My Top 5 Alternative Fuels

My Top 5 Alternative Fuels

In light of the money about to be poured into alternative fuels research, I thought I’d do a Top 5 list of my own: My top 5 alternative fuels.

I’m not one to get sucked in to talk of crisis and hysteria. If I were, I would be wondering why people aren’t melting in Australia, why there haven’t been any off-the-charts hurricane seasons since 2005, and why hundreds of millions of people didn’t die of starvation in the ’70s. I would also be curious as to why, despite Alexander Graham Bell’s 1917 prediction that we were about to run out of coal and oil, we keep finding more. But that’s neither here nor there.

What’s important is that since the beginning of technology (something along the lines of a rock used to break things) we’ve been moving away from carbon as our source of energy. We moved from wood to coal to oil to natural gas, and now we’re moving on.

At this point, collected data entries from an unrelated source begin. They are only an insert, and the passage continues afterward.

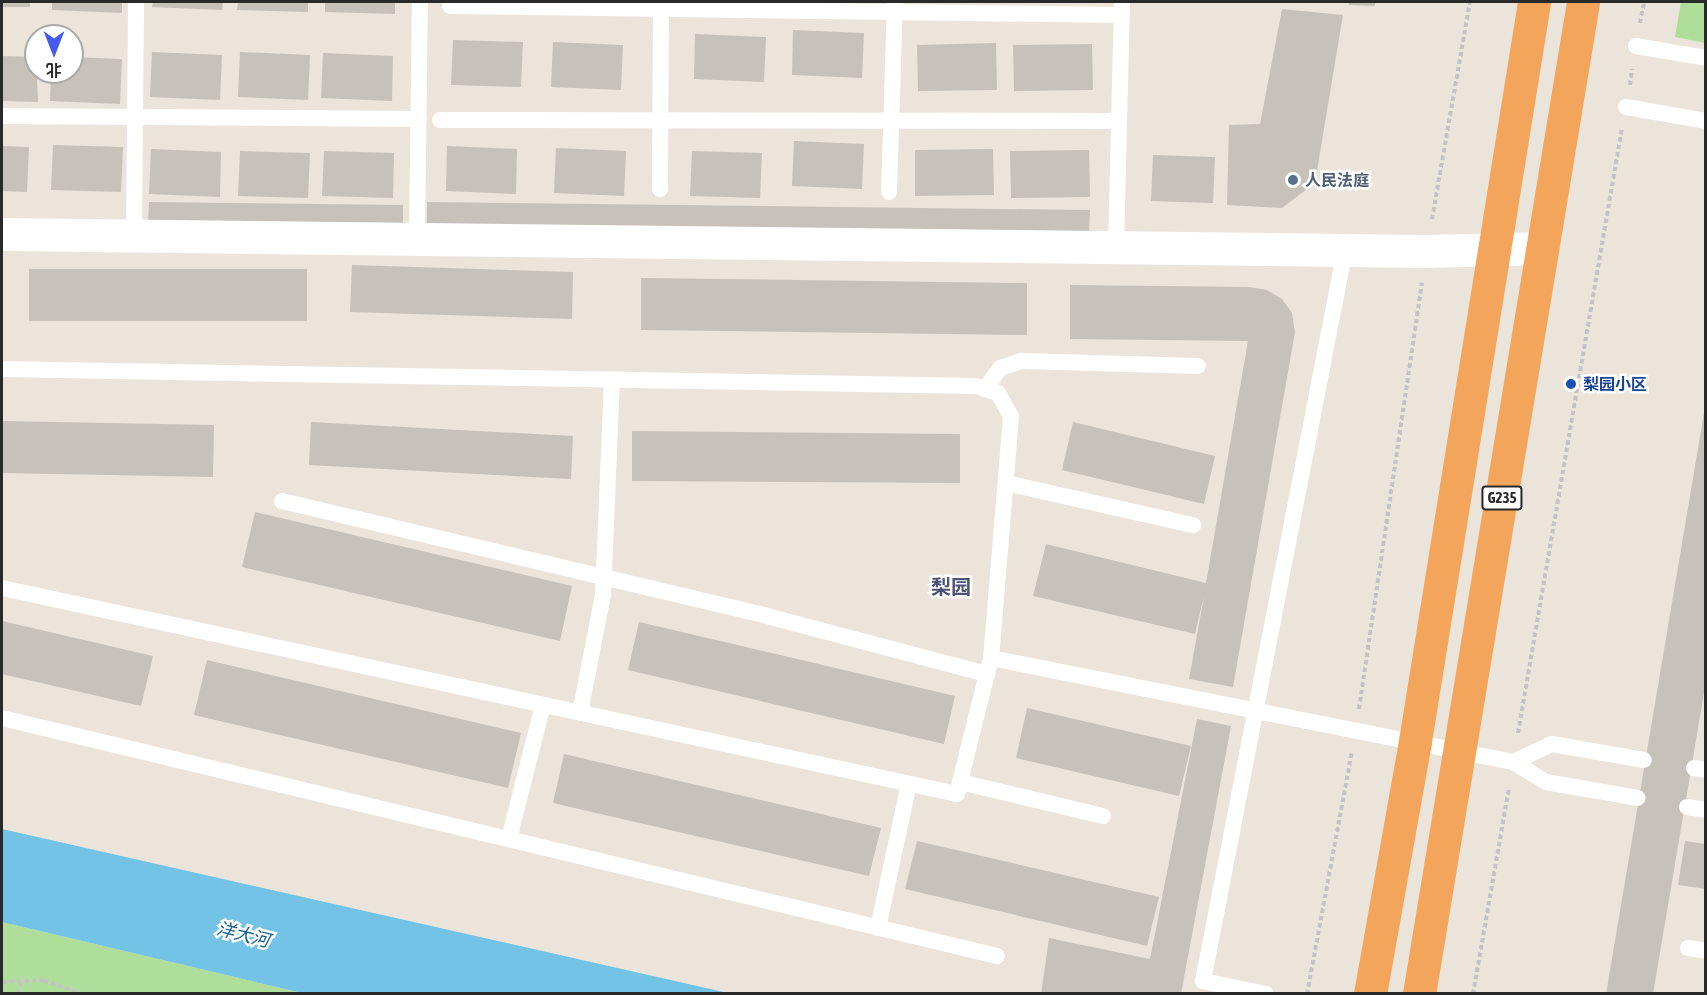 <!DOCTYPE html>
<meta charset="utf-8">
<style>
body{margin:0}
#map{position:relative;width:1707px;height:995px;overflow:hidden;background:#eae4db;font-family:"Asap Condensed","Noto Sans SC",sans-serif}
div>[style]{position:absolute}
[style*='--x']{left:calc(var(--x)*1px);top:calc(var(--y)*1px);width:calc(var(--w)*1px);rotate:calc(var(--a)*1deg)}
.green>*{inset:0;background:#aede9a}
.water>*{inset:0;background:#73c3e7}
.building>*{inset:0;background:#c6c2ba}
.path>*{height:4px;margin-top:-2px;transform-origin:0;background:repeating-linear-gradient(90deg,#c3c3c3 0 4.5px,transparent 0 7.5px)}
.lane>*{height:16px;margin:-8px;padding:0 8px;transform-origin:8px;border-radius:8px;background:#fff}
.street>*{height:33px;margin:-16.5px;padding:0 16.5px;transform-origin:16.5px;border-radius:16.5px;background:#fff}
.highway>*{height:33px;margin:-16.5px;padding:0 16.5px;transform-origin:16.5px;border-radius:16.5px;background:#f4a55c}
.dots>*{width:16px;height:16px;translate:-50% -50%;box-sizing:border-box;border:3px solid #fff;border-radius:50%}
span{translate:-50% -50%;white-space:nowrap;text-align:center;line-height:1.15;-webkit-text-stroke:5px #fff;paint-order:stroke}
.shield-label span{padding:2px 4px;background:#fff;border:2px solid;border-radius:4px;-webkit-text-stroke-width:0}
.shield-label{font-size:15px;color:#292929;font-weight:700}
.service-label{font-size:16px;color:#4e5e75;font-weight:700}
.left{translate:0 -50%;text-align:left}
.transit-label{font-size:16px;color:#164399;font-weight:700}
.water-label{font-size:18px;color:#156090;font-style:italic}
.quarter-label{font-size:20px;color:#4c5276;font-weight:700}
.frame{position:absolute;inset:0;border:3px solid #292929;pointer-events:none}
.north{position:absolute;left:24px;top:24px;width:60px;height:60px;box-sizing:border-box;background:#fff;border:2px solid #a9a9a9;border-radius:50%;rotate:180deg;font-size:16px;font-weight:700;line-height:24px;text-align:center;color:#292929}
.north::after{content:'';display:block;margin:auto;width:21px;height:27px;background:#445bef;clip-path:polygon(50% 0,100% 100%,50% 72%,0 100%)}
</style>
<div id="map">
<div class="green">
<i style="clip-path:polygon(1681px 2px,1705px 2px,1705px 43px,1675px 37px)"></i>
<i style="clip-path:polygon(2px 922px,302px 993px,2px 993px)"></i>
</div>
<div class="water">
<i style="clip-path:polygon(2px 829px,728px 993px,302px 993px,2px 922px)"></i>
</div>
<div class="building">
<i style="clip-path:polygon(2px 2px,30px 2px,30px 7px,2px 7px)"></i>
<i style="clip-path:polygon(52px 2px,122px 2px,122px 13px,52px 10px)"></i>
<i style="clip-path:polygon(153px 2px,223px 2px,222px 10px,152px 7px)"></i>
<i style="clip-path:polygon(238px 2px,308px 2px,308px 12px,237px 10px)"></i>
<i style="clip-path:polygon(325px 2px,395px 2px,395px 14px,325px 12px)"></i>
<i style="clip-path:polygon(1349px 2px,1375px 2px,1375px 6px,1349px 5px)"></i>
<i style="clip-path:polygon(1282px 9px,1343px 15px,1315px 183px,1282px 208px,1227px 205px,1229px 125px,1260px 124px)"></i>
<i style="clip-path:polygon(793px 30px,864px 33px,862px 78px,792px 75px)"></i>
<i style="clip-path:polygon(695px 34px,766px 37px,764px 82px,694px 79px)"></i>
<i style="clip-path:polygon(453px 40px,523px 42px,521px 87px,451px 85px)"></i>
<i style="clip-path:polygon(553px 42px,623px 45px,621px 90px,551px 87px)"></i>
<i style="clip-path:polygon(996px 43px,997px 90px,918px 91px,917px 45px)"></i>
<i style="clip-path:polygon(1092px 44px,1093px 90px,1014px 91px,1013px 45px)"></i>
<i style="clip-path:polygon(152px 52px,222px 55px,220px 100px,150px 97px)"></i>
<i style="clip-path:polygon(240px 52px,310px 55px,308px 100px,238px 97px)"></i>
<i style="clip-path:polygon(323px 53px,393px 56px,392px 101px,321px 98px)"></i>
<i style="clip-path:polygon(2px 56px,36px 57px,38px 102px,2px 101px)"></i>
<i style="clip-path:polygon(72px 57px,122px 59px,120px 104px,50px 101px,51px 72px,72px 72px)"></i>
<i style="clip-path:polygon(794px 141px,864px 144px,862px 189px,792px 186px)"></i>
<i style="clip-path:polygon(53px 145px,123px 147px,121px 192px,51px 190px)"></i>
<i style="clip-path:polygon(2px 146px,29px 147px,27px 192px,2px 191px)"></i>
<i style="clip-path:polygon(447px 146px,517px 149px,516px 194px,446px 191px)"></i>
<i style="clip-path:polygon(556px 148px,626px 151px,624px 196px,554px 193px)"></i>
<i style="clip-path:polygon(151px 149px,221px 152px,220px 197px,149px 194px)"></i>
<i style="clip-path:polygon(993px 149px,994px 195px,915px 196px,915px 150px)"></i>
<i style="clip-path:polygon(1089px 150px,1090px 197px,1011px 198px,1010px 151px)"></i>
<i style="clip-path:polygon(240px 151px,310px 153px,308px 198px,238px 196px)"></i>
<i style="clip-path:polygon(324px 151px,394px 153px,393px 198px,322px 196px)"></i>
<i style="clip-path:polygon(692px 151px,762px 153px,760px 198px,690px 196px)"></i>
<i style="clip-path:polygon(1153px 155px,1215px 157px,1213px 203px,1151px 201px)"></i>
<i style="clip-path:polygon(149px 202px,403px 205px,403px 226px,148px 222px)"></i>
<i style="clip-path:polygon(427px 202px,1090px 210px,1089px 232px,427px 225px)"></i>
<i style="clip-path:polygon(352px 265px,573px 272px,572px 319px,350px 312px)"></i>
<i style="clip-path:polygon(29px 269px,307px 269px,307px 321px,29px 321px)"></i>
<i style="clip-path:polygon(641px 278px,1027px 283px,1027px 335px,641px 330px)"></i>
<i style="clip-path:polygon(1070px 285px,1249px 287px,1267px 290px,1282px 299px,1292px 313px,1295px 332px,1233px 687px,1189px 679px,1204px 596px,1195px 634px,1033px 596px,1046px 544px,1206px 583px,1248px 341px,1070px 339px)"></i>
<i style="clip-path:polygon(1704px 413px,1706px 681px,1653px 994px,1606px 994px)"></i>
<i style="clip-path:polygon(2px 421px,214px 425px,213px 477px,2px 473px)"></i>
<i style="clip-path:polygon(311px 422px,573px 436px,571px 479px,309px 465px)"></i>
<i style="clip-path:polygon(1073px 422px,1215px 456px,1204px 504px,1062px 470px)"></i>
<i style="clip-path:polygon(632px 431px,960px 434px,960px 483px,632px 481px)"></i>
<i style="clip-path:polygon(255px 512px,572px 586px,560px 641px,242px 567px)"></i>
<i style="clip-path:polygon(2px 621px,153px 656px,141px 706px,2px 674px)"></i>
<i style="clip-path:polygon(639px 622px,955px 696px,944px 744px,628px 670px)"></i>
<i style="clip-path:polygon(207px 660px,521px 733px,508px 788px,194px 715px)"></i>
<i style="clip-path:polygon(1027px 708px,1191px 746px,1179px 796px,1016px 758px)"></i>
<i style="clip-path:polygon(1197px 719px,1231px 726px,1181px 994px,1041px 994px,1049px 938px,1150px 959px)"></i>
<i style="clip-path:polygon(564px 754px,881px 828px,869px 876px,553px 803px)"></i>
<i style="clip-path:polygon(917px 841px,1159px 897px,1147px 946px,905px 889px)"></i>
<i style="clip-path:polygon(1685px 841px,1706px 844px,1706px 889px,1678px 885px)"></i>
</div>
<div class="path">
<i style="--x:1640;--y:23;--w:21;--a:-79"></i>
<i style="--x:1630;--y:85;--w:16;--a:-83"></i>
<i style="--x:1432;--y:219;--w:220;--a:-80.1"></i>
<i style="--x:1359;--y:709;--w:431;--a:-81.6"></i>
<i style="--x:1518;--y:733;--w:614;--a:-80.25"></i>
<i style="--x:2;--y:982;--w:42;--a:-2.7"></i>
<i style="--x:44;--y:980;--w:40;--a:20.2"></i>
<i style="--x:18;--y:994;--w:12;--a:-76"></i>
<i style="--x:1307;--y:994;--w:246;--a:-79.5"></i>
<i style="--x:1473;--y:994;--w:210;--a:-80.1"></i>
</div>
<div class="lane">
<i style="--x:450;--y:6;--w:671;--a:0.77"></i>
<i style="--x:1636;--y:46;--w:71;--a:9.7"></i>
<i style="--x:1626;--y:107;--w:81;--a:9.9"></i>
<i style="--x:2;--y:116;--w:417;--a:0.4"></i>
<i style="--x:440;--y:120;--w:679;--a:0.08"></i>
<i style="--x:660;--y:189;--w:187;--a:-89.7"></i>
<i style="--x:889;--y:192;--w:190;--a:-88.2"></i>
<i style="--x:134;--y:235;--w:233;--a:-89.5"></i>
<i style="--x:417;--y:239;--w:237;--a:-89.3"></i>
<i style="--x:1116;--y:247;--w:245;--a:-88.6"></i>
<i style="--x:2;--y:369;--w:974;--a:1"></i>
<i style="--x:976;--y:386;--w:23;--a:18"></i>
<i style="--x:998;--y:393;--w:26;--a:61"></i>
<i style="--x:1011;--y:416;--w:243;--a:94.7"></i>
<i style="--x:991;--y:658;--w:532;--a:11.27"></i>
<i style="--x:1513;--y:762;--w:39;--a:31"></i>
<i style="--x:1546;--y:782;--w:93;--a:9.9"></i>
<i style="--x:985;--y:389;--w:26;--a:-54"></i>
<i style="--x:1000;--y:368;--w:22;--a:-18"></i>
<i style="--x:1021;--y:361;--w:177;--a:1.6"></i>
<i style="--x:1006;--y:483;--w:192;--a:12.7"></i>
<i style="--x:282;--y:501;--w:498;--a:13.3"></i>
<i style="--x:767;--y:616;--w:228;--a:14.8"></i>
<i style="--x:2;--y:588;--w:977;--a:12.17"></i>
<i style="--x:957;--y:794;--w:140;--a:-76"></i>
<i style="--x:580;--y:713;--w:120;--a:-79"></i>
<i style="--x:603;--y:595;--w:216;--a:-87.6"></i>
<i style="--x:2;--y:718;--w:1023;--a:13.45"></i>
<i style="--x:1513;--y:762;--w:43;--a:-24.8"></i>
<i style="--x:1552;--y:744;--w:93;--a:9.9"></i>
<i style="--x:1694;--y:768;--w:12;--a:9"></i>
<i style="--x:960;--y:782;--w:147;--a:13.4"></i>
<i style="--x:1687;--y:807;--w:19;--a:9"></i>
<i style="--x:509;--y:839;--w:138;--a:-75.8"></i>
<i style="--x:878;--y:928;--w:147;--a:-77.9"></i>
<i style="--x:1688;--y:948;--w:18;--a:9"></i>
<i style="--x:1266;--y:994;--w:64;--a:-168.3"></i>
<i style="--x:1203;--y:981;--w:745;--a:-79.01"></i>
</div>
<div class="street">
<i style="--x:2;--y:234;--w:1424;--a:0.68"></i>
<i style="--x:1426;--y:251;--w:116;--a:-1.5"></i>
</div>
<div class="highway">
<i style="--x:1370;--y:994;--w:257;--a:-79.9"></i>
<i style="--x:1415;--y:741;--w:749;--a:-80.85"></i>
<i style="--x:1419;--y:994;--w:1005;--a:-80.61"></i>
</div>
<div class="dots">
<i style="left:1293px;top:180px;background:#5c6f8a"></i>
<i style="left:1571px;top:384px;background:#1a4fb4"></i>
</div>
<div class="shield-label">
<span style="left:1502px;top:498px">G235</span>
</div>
<div class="service-label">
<span class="left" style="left:1305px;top:180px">人民法庭</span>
</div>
<div class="transit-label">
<span class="left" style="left:1583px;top:384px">梨园小区</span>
</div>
<div class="water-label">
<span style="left:243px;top:935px;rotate:14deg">洋大河</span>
</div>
<div class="quarter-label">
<span style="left:951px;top:586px">梨园</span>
</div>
<div class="frame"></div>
<div class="north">北</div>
</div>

  1. Kinetic – This isn’t really an alternative fuel, but I’ve loved the concept ever since I saw those Seiko watches as a kid. Using the product of expended energy (motion) to create new energy is incredibly efficient. It’s like recycling, with electricity.
  2. Biodiesel Diesel engines are more efficient than gas engines, which means better emissions; the only problem is that petroleum diesel is just so dirty. Enter Ultra Low Sulfur Diesel and peanut oil. Okay, it doesn’t have to be peanut, it could be any vegetable oil. Or it could be any thing that used to be alive: “Wood, hemp, straw, corn, garbage, food scraps, and sewage-sludge may be dried and gasified to synthesis gas. After purification the Fischer-Tropsch process is used to produce synthetic diesel.” It could also be made out of natural gas or coal, but that kind of defeats the purpose. The best part is that current diesel engines can run on bio-fuel with only a few modifications!
  3. Cellulosic Ethanol Ethanol seems to be the one alt fuel that no one is excited about. Well, I am. But not that piddly corn-based stuff. I want mine to come from lawn clippings. Instead of using a basic food crop, we could start growing fuel on all those acres of farm-land that are left empty every year to keep food prices from going haywire. Trust me, a sudden increase in the supply of available switchgrass will not affect the commodities market. The major problem here is that the methods are still too expensive. Enter “stimulus” (hopefully).
  4. Solar – I like to daydream about whole neigborhoods where people’s roofs are tiled with solar panels and covered with plexiglass, but there’s so much more to it. Passive solar technology can change the way we conserve energy. Consider the solar chimney, Trombe wall, or industrial strength solar furnace.
  5. Water – In the conventional “hydroelectric” sense, though I’m still holding out for cold fusion. Water can be harnessed for power in plenty of places, the only real problem is that it has a significant impact on it’s surrounding environment. And of course, if you are convinced by the aforementioned catastrophes, all that water will be gone soon anyway.

Honorable Mentions –

Wind – T. Boone and the President will be there for you, as long as it takes. And it might take a long time, if only because wind turbines are huge and hideous, and no one wants them by their own house.  And as long as you don’t supply too much of the power, we won’t have to worry about those still summer days.

Hamster on a Wheel – I had a nightmare recently that I worked in a power plant. There were about a thousand of us…we were taking turns on a various exercise machines – treadmills, stairmasters, bikes – attached to the power grid. There was a lot of Gatorade being consumed.

Some, if not all of these energies will be our major energy sources in the future, not because of global warming or a shortage of oil and coal, but just because they’re better, cleaner, and cheaper. Cleaning up creation is a bonus.